For the first time in its history, the College has more women than men volunteering to serve on committees. It is one of the many ways the College is changing and becoming more representative of our membership and the specialty.
“We have more women, in general, in medicine and, in particular, in allergy. Women have come into their own – asserting their involvement and leadership,” says Dana Wallace, MD, FACAAI, past president of the College. She points out we have more work to do to advance women into leadership positions and offers great advice to female College members who are ready to get more involved. This includes finding the right mentors, joining a committee and taking a hands-on approach to College work.
Many of our young female members are already taking steps in this direction. At the College’s recent leadership summit, women represented 67% of the participants. Half of these already serve on committees (two in leadership positions) and nearly all have applied to join committees in 2018. The summit focused on helping young members (under the age of 45) chart their course in leadership and gain the exposure and mentorship they need in support of their advancement. Participants heard from College leaders, including two female committee chairs, Tracy Fausnight, MD, FACAAI (Program Directors Committee) and Janna Tuck, MD, FACAAI (Public Relations Committee) who shared insights on opportunities for advancement within the College. The idea to invite committee chairs to serve as leadership summit faculty came from the 2017 participants who thought it would be beneficial to hear about their role at the committee level. The Program Directors and Public Relations committees have been instrumental in driving strategic initiatives under Vision 2020, and their chairs have played an important role in this work.

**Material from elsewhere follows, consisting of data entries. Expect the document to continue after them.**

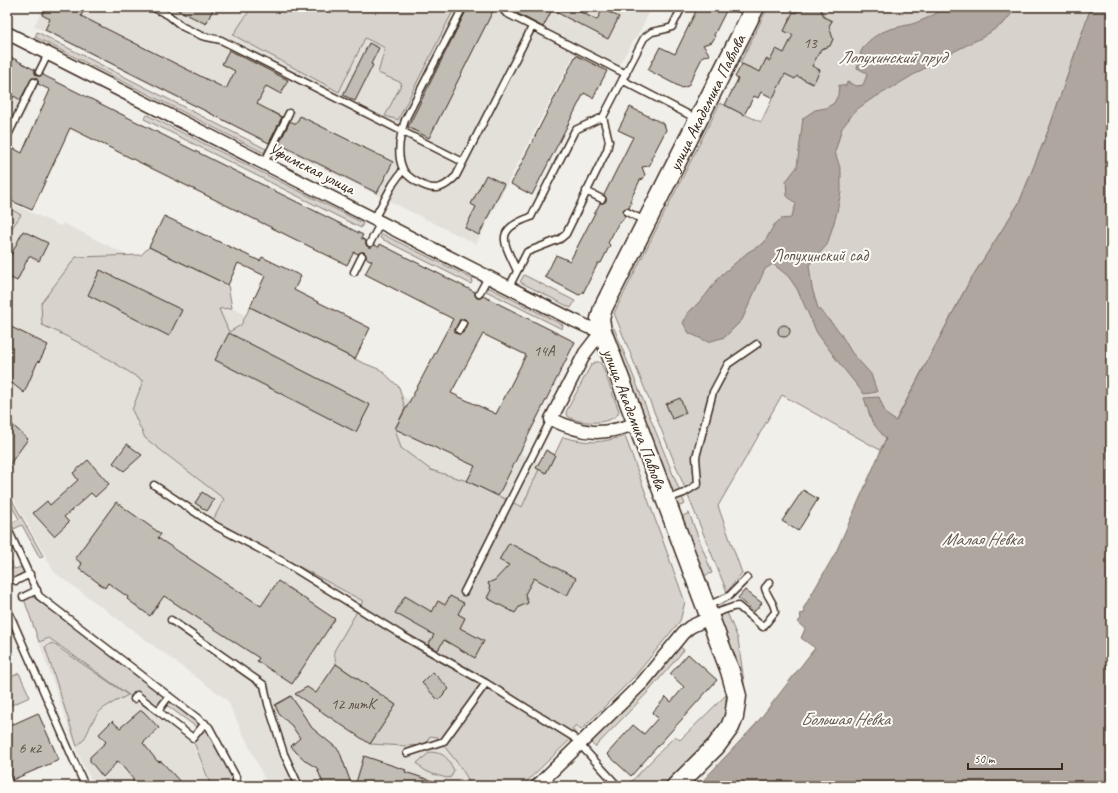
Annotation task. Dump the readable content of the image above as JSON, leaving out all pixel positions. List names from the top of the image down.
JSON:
{
  "streets": {
    "street": ["улица Академика Павлова", "Уфимская улица"]
  },
  "crossings": [
    ["улица Академика Павлова", "Уфимская улица"]
  ],
  "water": ["Лопухинский пруд", "Малая Невка", "Большая Невка"],
  "parks": ["Лопухинский сад"],
  "house_numbers": [
    "13",
    "14А",
    "12 литК",
    "6 к2"
  ],
  "scale_bar": "50 m"
}
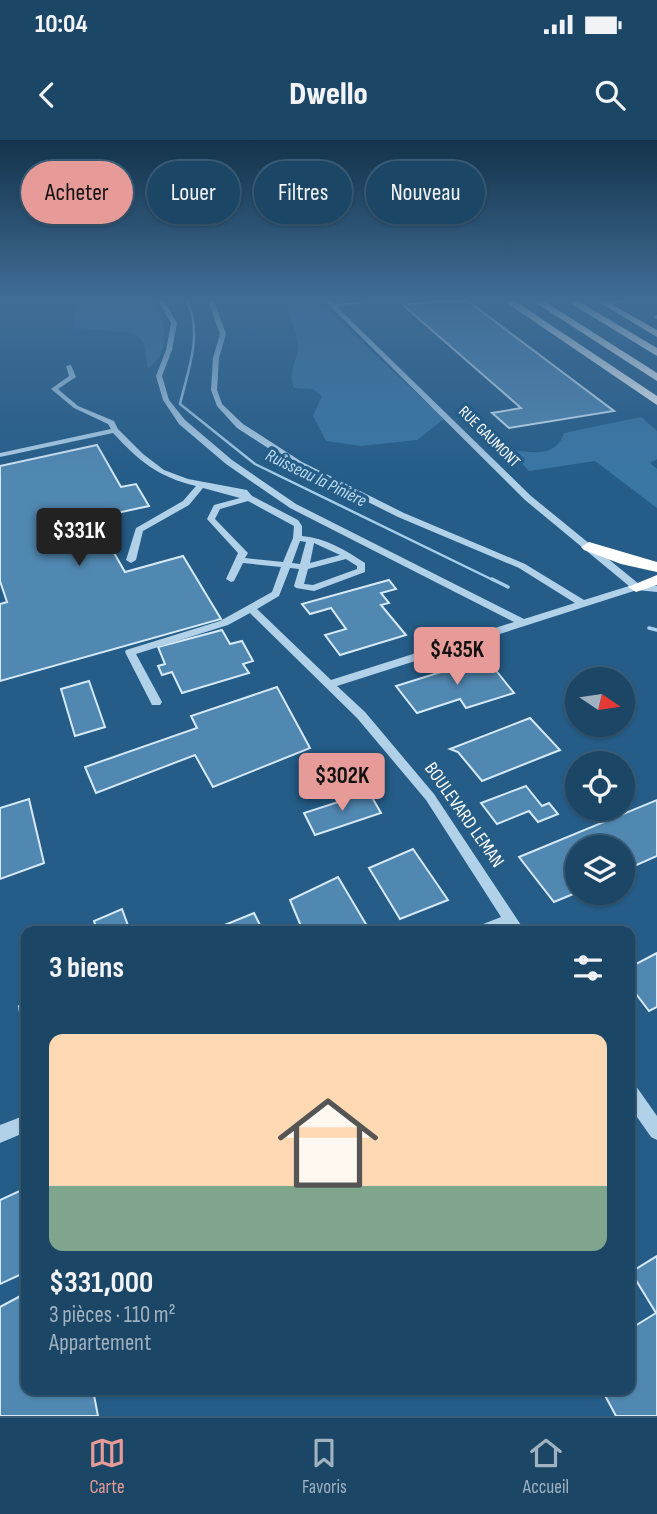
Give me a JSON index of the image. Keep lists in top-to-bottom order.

We asked Luz Fonacier, MD, FACAAI, College treasurer, to comment on what she sees of value in her involvement with the College. “I have committed myself to giving the best care I can to my patients, and I believe there is no better way to maintain and advance my professional knowledge and skills than to be personally involved and intimately immersed in the activities of the College,” says Dr. Fonacier. She adds, “…my work in the College allows me the opportunity to give back, in my own small way, to the specialty and organization that have provided me with an immeasurable amount of professional and personal fulfillment.” Her advice to young female allergists is “…to find a niche, work on your interests, volunteer your time and expertise and don’t be pulled down by disappointment.” She points out, “…there are many demands [placed on women] including our families and getting our priorities right should not deter us from actively working in the College for our specialty.”